Yous should try downloading a media thespian from online and seeing if i of them will work. I don't think Windows 10 Media thespian allows you to play DVD's anymore, so that might exist the issue with your compuer.
Unlike music CDs, DVDs are simply estimator data discs with media files written on them. So even if the figurer couldn't play the videos, he should at least be able to browse the files on the discs. Information technology sounds like he cannot even do that.
I run into two possibilities hither: Your DVD burner used some sort of proprietary format that but information technology could read. Your only solution then would be to find the aforementioned or similar model which tin can read the format. Then catechumen information technology to another more widely supported format (preferably purely digital files). This isn't unheard of. Hollywood saw these standalone DVD burners as a digital version of the VCR, and they hated VCRs with a passion. And then they potent-armed a lot of manufacturers into crippling them so you couldn't, for example, burn down alive TV evidence broadcasts to DVD and share them with your friends.
Or the DVD burner did not make very good burns. Optical media works by burning a pigsty into a dye layer. A laser shines through the hole and bounces off a cogitating layer indicating a 1. If there is no hole, the dye layer absorbs the laser, there is no reflection, indicating a 0. (Or the other way effectually - I ever forget which is which). No dye is a perfect absorber however, and so there'southward always a tiny bit of reflectance. The difference betwixt the amount of reflected light amplification by stimulated emission of radiation light when at that place is a hole and there isn't is effectively the indicate to noise ratio.
Mass-produced DVDs (and CDs) physically change the reflective layer itself, and have something like a 1000:ane SNR (I don't recall exactly, these are ballpark order of magnitude figures from a very hazy retentiveness). DVD-Rs accept to apply a photosensitive dye to allow a write laser to fire a hole, just not sensitive enough to burn when hitting with the read laser. These are more difficult to produce and then are a lot more reflective, and the SNR is merely like 100:one. DVD-RWs are the worst. They use a phase change material instead of a dye layer, and their SNR is on the club of 10:i.

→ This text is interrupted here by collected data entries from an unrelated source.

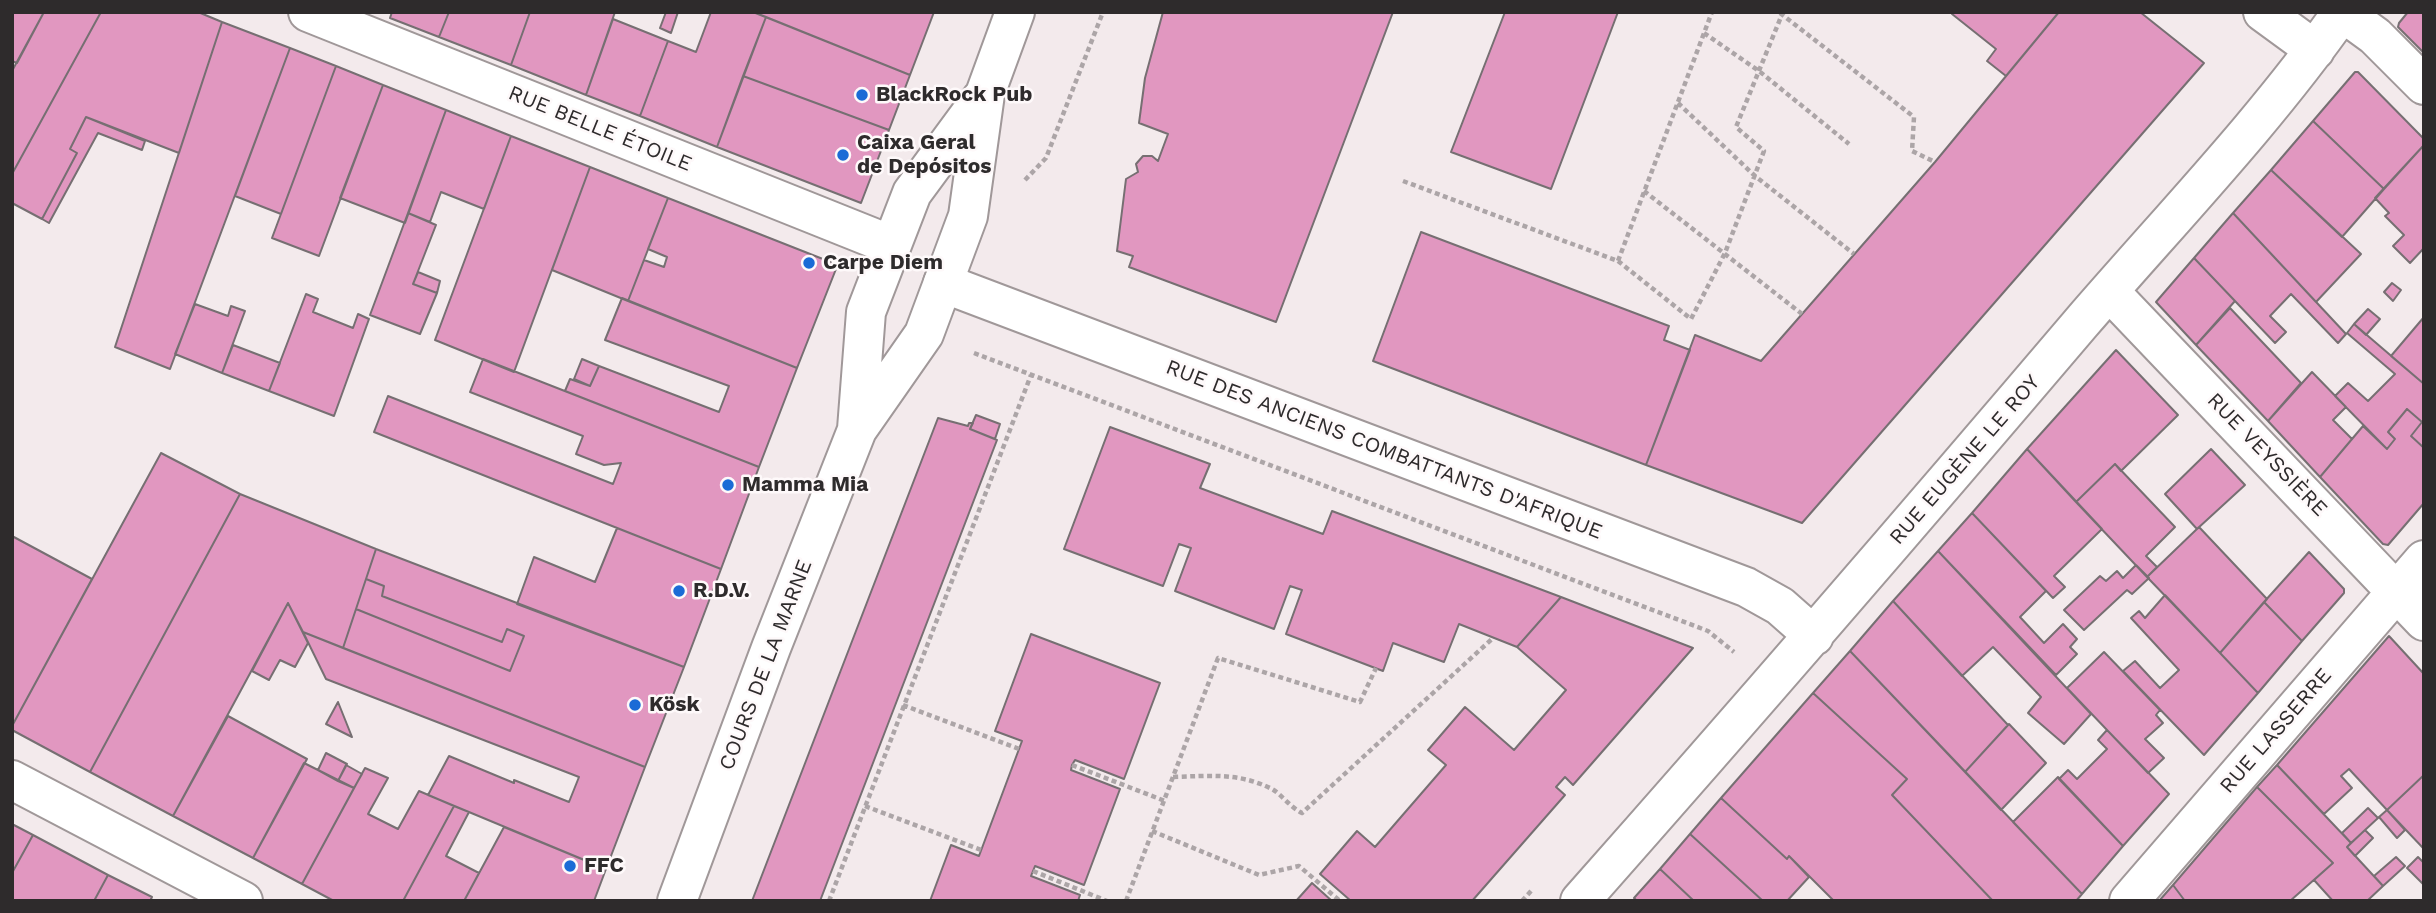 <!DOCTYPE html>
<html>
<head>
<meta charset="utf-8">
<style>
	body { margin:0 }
	#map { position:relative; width:2436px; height:913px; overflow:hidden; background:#f3eaec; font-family:"Work Sans",sans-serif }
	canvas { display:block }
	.frame { position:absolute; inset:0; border:14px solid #2e2b2c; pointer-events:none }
</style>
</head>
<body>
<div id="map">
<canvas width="2436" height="913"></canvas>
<div class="frame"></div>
</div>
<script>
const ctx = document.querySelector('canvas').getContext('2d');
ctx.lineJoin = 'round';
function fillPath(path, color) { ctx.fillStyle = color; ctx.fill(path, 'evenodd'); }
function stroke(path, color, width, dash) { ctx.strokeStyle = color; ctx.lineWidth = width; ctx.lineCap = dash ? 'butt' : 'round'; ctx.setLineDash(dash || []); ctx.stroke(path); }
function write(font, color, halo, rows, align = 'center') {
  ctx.font = font + ' "Work Sans",sans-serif'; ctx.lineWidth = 5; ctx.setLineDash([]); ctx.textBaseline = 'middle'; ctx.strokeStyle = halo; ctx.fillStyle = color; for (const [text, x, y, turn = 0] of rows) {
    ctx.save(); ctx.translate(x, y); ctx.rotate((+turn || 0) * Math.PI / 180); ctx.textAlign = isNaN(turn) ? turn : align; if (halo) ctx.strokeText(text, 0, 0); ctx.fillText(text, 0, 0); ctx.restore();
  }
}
const building = new Path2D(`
	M12,12h32l-27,51 -5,-2z
	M44,12h57l-89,162v-103z
	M101,12h97l24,10 -43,131 -93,-36 -16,32 7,4 -35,66 -30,-16v-29z
	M392,12h57l-10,25 -49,-19z
	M449,12h81l-19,53 -72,-28z
	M530,12h85l-29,83 -75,-30z
	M666,12h12l-7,21 -11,-5z
	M711,12h42l13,5 -49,130 -77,-31 28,-75 28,11z
	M753,12h181l-24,63z
	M1163,12h230l-117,310 -147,-55 4,-11 -16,-5 9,-72 12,-7 -2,-8 7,-8h9l6,5 10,-27 -29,-11 6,-45z
	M1505,12h113l-67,177 -100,-37z
	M1953,12h106l-53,64 -19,-15 9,-12 -44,-35z
	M2059,12h81l64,51 -402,460 -156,-58 49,-130 66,26 174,-199z
	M2408,12h16v41l-26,-26 1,-4z
	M766,17l144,58 -21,55 -146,-54z
	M613,19l55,22 -28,75 -54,-21z
	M222,22l68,26 -120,321 -55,-22z
	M290,48l46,18 -55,148 -46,-18z
	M336,66l47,19 -64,171 -47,-18z
	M2355,72h3l66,67v6l-40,44 -71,-68z
	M743,76l146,54 -28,73 -144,-56z
	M383,85l63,25 -41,113 -65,-25z
	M446,110l65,26 -27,73 -43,-17 -11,30 -22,-9z
	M86,117l59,24 -3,9 -44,-17 -49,90 -7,-4 35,-66 -7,-4z
	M2313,121l71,68 -42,48 -71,-67z
	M511,136l79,31 -76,205 -79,-32z
	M2424,145v103l-14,15 -17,-17 11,-11 -19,-19 4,-3 -14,-15z
	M590,167l78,31 -40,103 -76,-31z
	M2271,170l90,84 -45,48 -83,-89z
	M668,198l165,65 3,6 -39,99 -169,-67 16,-41 20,7 3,-10 -19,-8z
	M408,213l28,12 -23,59 24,9 -17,41 -50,-19z
	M2233,213l113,121 -8,9 -47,-49 -21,22 16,16 -11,11 -81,-85z
	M1421,232l248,94 -5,14 26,10 -44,115 -273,-104z
	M2194,258l41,43 -39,44 -40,-43z
	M418,272l22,9 -3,12 -24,-9z
	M2392,283l9,7 -8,11 -9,-9z
	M306,294l12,5 -5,13 40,16 5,-14 11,5 -35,97 -65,-25z
	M622,298l175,70 -38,99 -194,-76 5,-12 20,7 9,-20 120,46 10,-26 -124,-46z
	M195,304l33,12 3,-10 14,5 -23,62 -47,-19z
	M2230,308l71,75 -33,38 -72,-76z
	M2368,309l12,10 -14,16 -12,-11z
	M2424,317v67l-33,-28z
	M2354,324l70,60v64l-13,-12 11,-14 -15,-13 -19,23 7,7 -8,10 -52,-53 13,-13 20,18 27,-27 -48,-41z
	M233,345l47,18 -11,28 -47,-18z
	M2116,350l62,65 -57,56 -6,-7 -39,38 -49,-53z
	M483,359l276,108 -38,102 -347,-137 14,-36 225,88 8,-21 -17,2 -28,-11 7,-18 -113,-44z
	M582,359l17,7 -9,20 -16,-7z
	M2312,372l34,35 -13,13 19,19 -32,38 -52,-56z
	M2407,409l15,13 -11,14 13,12v55l-36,42 -5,-1 -63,-67 43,-51 24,23 8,-10 -7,-7z
	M976,415l24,9 -5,15 -25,-10z
	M938,418l30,8 1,-3h4l-3,6 27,11 -177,461h-68z
	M1110,427l100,37 -10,24 123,46 9,-23 229,86 -44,50 -58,-23 -15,38 -51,-19 -10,28 -97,-37 16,-44 -12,-4 -16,43 -99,-38 16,-43 -12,-4 -16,42 -99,-37z
	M2027,449l75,80 -48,47 11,11 -12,11 -81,-85z
	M2211,449l34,36 -48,44 -32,-35z
	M161,453l79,41 -150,278 -78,-42v-4z
	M2115,464l60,63 -29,29 11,11 -10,10 -71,-75z
	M240,494l136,55 -33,99 -40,-16 -15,-29 -115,213 -83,-44z
	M1972,513l74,78 -26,26 24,26 19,-19 14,15 -7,8 7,7 -21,21 -118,-124z
	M2199,527l68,72 -47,54 -73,-76z
	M617,528l104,41 -37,98 -167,-63 17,-47 61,25z
	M12,536l80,43 -80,147z
	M376,549l308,118 -39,100 -302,-119 13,-39 154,62 14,-35 -17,-7 -5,13 -120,-46 2,-10 -18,-7z
	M1938,551l153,163 -27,30 -36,-31 13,-16 -48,-50 -31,29 -69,-75z
	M2309,552l35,37v4l-42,48 -38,-39z
	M2136,565l13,13 -17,16 -5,-4 -43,40 -20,-20 36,-34 6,5 11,-10 6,7z
	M366,579l18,7 -2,10 120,46 5,-13 17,7 -14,35 -154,-62z
	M2165,595l93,98 -54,62 -81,-84 12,-10 25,27 19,-18 -48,-52 8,-7 6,7z
	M1561,597l132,51 -120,137 -8,-8 -9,10 9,8 -93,106h-121l-31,-27 37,-43 18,16 71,-82 -18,-15 37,-43 49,43 52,-60 -49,-43z
	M1893,601l115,124 -43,47 -115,-121z
	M2264,602l38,39 -44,52 -38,-40z
	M288,603l20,40 -13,24 -15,-7 -11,20 -17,-9z
	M303,632l342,135 -39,102 -178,-74 21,-39 65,27v-3l55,22 10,-25 -253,-98z
	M1031,634l129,49 -36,96 -49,-19 -3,5 -1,5 49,19 -36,96 -49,-19 -4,10 49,19 -2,6h-148l21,-56 28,11 43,-115 -27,-10z
	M2389,636l35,38v101l-37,35 -38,-41 -8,7 11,12 -28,26 -47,-49z
	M1850,651l232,243 -6,7h-83l-101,-106 15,-16 -94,-86z
	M2104,652l56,58 -4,5 7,8 -18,16 19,19 -16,15 -81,-85z
	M1813,693l94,86 -15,16 101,106h-159l-45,-45 -2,3 -66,-61z
	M338,702l14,35 -26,-13z
	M228,716l79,43 -54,99 -80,-42z
	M2009,724l37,39 -45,47 -36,-38z
	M2107,730l62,64 -46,52 -64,-67 9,-9 9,9 30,-30 -9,-9z
	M326,753l21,11 -9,17 -20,-11z
	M304,763l50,25 -52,96 -49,-26z
	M346,765l16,9 -8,14 -16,-7z
	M2277,765l74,78 -4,4 36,39 -16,15h-34l-19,-21 19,-17 -76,-76z
	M365,768l23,10 -20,36 30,15 21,-38 35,15 -51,95h-69l-32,-17z
	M2424,775v74l-37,-39z
	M2058,777l65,69 -41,48 -69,-72z
	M2257,787l76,76 -43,38h-105l-12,-16z
	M1721,798l66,61 2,-3 20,21 -22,24h-24l-73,-67z
	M454,806l15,6 -23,44 33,17 -15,28h-61z
	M2368,808l10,10 -27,25 -9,-10z
	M2387,810l18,20 -8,8 -18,-21z
	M12,824l21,11 -21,38z
	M504,827l102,42 -12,32h-130z
	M2365,830l8,8 -18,18 -8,-9z
	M1690,834l73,67h-69l-34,-32z
	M33,835l75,40 -14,26h-82v-28z
	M2396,857l9,9 -22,20 -9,-10z
	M2418,857l6,6v22l-17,-17z
	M1660,869l34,32h-57l-3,-3z
	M108,875l44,22 -2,4h-56z
	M1312,883l20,18h-36z
	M2173,885l12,16h-26z`);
fillPath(building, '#e197c0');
stroke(building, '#766f72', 2);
const minor = new Path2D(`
	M308,12l583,233
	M2263,12l52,38
	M943,283l803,304 34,19 34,30
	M2109,291l315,330
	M1580,901c169,-191 336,-384 501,-578 88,-102 183,-200 261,-311l33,24 49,49
	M2129,901l295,-341`);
const tertiary = new Path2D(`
	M12,780l231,121`);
const secondary = new Path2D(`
	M857,429l9,-117 46,-119 70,-95
	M677,901l94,-253 86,-218 67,-96 44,-118 17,-122 30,-82`);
stroke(minor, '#a09899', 42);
stroke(tertiary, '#a09899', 42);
stroke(secondary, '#a09899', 42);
stroke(new Path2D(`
	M1780,13l134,104 -2,34 23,11
	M1704,33l55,38 90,73
	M1678,103l77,73 99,78
	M1025,180l21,-22 57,-146
	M1403,181l215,80 94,-249
	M1644,191l158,123
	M1618,261l73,58 34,-66 39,-102 -28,-24 47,-115
	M974,353l734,278 26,21
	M903,705l116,44
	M1072,765l93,36
	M1173,777c36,-1 65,-5 99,12 9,5 18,18 30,24l191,-175
	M865,806l116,44
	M1152,831l107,44 40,-9 41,35
	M1033,871l74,30
	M829,901l202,-526
	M1126,901l92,-243 142,44 16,-34
	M1522,901l9,-10`), '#aca5a7', 4.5, [5, 3.5]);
stroke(minor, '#fff', 38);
stroke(tertiary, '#fff', 38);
stroke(secondary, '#fff', 38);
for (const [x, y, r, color] of [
	[862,95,7,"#1b6bd6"],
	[843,155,7,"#1b6bd6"],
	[809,263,7,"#1b6bd6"],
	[728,485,7,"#1b6bd6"],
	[679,591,7,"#1b6bd6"],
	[635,705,7,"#1b6bd6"],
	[570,866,7,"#1b6bd6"]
]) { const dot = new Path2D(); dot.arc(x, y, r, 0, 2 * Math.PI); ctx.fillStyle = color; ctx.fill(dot); stroke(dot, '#fef9fa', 2.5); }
write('bold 21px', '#2e2b2c', '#fef9fa', [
	["BlackRock Pub",876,95],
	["Caixa Geral",857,143],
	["de Depósitos",857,167],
	["Carpe Diem",823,263],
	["Mamma Mia",742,485],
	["R.D.V.",693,591],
	["Kösk",649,705],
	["FFC",584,866]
], 'left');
write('21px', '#2e2b2c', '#fef9fa', [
	["RUE BELLE ÉTOILE",600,129,22],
	["RUE DES ANCIENS COMBATTANTS D'AFRIQUE",1384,450,21],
	["RUE VEYSSIÈRE",2267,455,46],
	["RUE EUGÈNE LE ROY",1965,460,-49],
	["COURS DE LA MARNE",766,665,-69],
	["RUE LASSERRE",2276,731,-49]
]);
</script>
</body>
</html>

If the DVD burner is weak or marginal, it might non burn a very large hole. Maybe the writing laser is weak or doesn't stay on long enough, and non enough dye is etched to make a full-size pigsty. This further reduces the amount of reflected light when there is a hole, decreasing the SNR even more than. A DVD burner/reader manufacturer who knows this may install reading circuitry that is more sensitive to recoup. The DVD will play on that player, but won't on others considering their readers are not sensitive plenty to distinguish the 1s from the 0s.
So if this second reason is why you cannot read the DVDs, then you'll simply have to proceed trying them on different players until you notice ane that works. If the drive lets you lot control the read speed, try setting it to 1x. If you can discover someone with a Plextor, try that. Plextor was widely regarded as the Rolls Royce of CD and DVD bulldoze manufacturers because they overdesigned them with superior (and overpriced) components. The defended DVD players (for abode video) tend to exist meliorate at reading than computer DVD burners, so endeavour them in all of your friends' Television set DVD players.
And I don't retrieve the problem is media deposition. 5 years is not very long by optical media standards. ten years I'd expect to encounter a few problems, 20 years I'd expect to encounter a lot of problems. Just problems after 5 years would exist very unusual.